The nose is fresh basil from the spray, which is lovely, followed by the sourness of the balsamic vinegar. The palate is strawberry, balsamic vinegar, and subtle tart hints from the hibiscus-infused gin. This cocktail is like a summer salad with fresh fruit, vinegar, and brightness. I’d drink this all summer long if I could (and I might!)
Pros and Cons of the Negroni 2 Box
- The included ingredients are delicious and high-quality.
- The instructions included are easy to follow without being overwhelming.
- I love the added copy of Imbibe for Negroni Week!
- I got a great response from customer service when I reached out about missing ingredients.
- The finished products for each of the three cocktails were truly delicious, and I can honestly say I not only was I not disappointed in any of them, but I was also impressed by all three.
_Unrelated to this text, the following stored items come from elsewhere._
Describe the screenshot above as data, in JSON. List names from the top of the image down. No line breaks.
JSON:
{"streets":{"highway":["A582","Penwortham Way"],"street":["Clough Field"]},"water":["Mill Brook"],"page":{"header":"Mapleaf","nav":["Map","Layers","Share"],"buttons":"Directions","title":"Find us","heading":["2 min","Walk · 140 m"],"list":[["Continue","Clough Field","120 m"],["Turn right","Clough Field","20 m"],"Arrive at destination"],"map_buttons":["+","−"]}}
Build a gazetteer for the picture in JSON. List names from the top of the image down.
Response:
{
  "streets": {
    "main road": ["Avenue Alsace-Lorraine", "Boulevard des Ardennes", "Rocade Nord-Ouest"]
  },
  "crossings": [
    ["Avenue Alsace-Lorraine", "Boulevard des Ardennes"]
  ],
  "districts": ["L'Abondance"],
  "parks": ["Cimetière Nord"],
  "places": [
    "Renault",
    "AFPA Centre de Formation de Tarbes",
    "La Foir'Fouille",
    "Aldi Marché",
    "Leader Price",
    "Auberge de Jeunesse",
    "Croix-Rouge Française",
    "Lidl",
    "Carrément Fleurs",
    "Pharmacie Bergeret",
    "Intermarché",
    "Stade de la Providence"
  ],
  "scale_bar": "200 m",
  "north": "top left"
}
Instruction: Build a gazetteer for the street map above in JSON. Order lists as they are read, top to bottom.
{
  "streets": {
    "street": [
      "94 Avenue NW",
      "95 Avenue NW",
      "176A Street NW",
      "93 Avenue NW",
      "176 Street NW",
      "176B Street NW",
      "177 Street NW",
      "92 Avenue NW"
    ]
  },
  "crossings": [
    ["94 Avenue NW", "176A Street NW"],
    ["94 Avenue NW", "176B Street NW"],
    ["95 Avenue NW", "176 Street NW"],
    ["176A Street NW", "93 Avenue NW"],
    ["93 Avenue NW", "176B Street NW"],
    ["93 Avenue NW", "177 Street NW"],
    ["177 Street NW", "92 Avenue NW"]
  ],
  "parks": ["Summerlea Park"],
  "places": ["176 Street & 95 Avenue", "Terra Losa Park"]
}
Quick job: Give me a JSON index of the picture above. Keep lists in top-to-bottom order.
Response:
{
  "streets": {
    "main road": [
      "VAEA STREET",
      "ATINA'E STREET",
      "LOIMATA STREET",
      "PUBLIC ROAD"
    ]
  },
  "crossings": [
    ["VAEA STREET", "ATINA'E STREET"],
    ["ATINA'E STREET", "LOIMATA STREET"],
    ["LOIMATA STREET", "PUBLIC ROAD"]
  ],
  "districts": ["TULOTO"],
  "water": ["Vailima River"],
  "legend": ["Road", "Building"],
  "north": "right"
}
- Packaging was recyclable materials and very thorough; nothing is getting broken in these boxes!
- I find the cost of $59 or less for boxes like this a great deal.
- My box was missing two ingredients: Peychaud’s Bitters and orange bitters. However, when I reached out to Shaker and Spoon, they responded quickly and offered to send me the bottles separately; even though I declined, they still sent me the two missing bottles. So is this really a con?
- The packaging may have resulted in me tossing the bitters bottles because there was so much padding. This is a stretch for a con, but I have to say something negative…
Rum’s the Word Box
I started by making the Hemenway En Nica, which I chose because it was the only rum cocktail that called for the limes present in the kit, and I wanted to use those limes before they expired. This recipe called for a lightly aged rum, which I didn’t have in the house. I prefer aged rums anyway, so I wasn’t worried about how I’d feel about the taste.
Let’s start by saying that the steps to make the cocktail were clear and easy to understand. I don’t see any room or need for improvement in that sense: well-done Shaker and Spoon! And of course, now you must know, how did it taste?
I’m not there yet! I want to start by discussing the ingredients that come in this box. They were lovely, and I say this in the context of me being very hesitant about a mail-order cocktail kit. To say that I was not only impressed with the quality of the ingredients, all of which I tasted separately as well in their respective cocktails, along with the fact that these limes showed up perfectly fresh, is an understatement. It’s so easy to get a product that is below par or overly sweetened with sugar acting as a preservative.
But these ingredients are wonderful, balanced, and interesting.
Okay, so let’s move along. The taste of the cocktail was lovely. The rum was definitely at the forefront of the palate with vanilla and caramel notes, followed by the naranja agria-grapefruit syrup, which popped in a lovely way, making this Daiquiri variation slightly warmer and more of a fall, early spring, or wintery cocktail. The finish was bright lime, classic to a Daiquiri. This was the first cocktail I made from this kit, and I was impressed and excited for the others!
The next cocktail I made was the Sea Fog which meant that first I had to let some rum infuse with the nori (seaweed), which was, of course, included in the kit. I let that sit for twenty-four hours before straining. All in all, this was probably the easiest infusion I’ve ever made. Next, I added the honey-ginger syrup, liquid smoke, and tobacco bitters and shook, straining over fresh ice before topping with the included yuzu soda. The garnish was more nori, wrapped around included candied ginger and skewered on either side.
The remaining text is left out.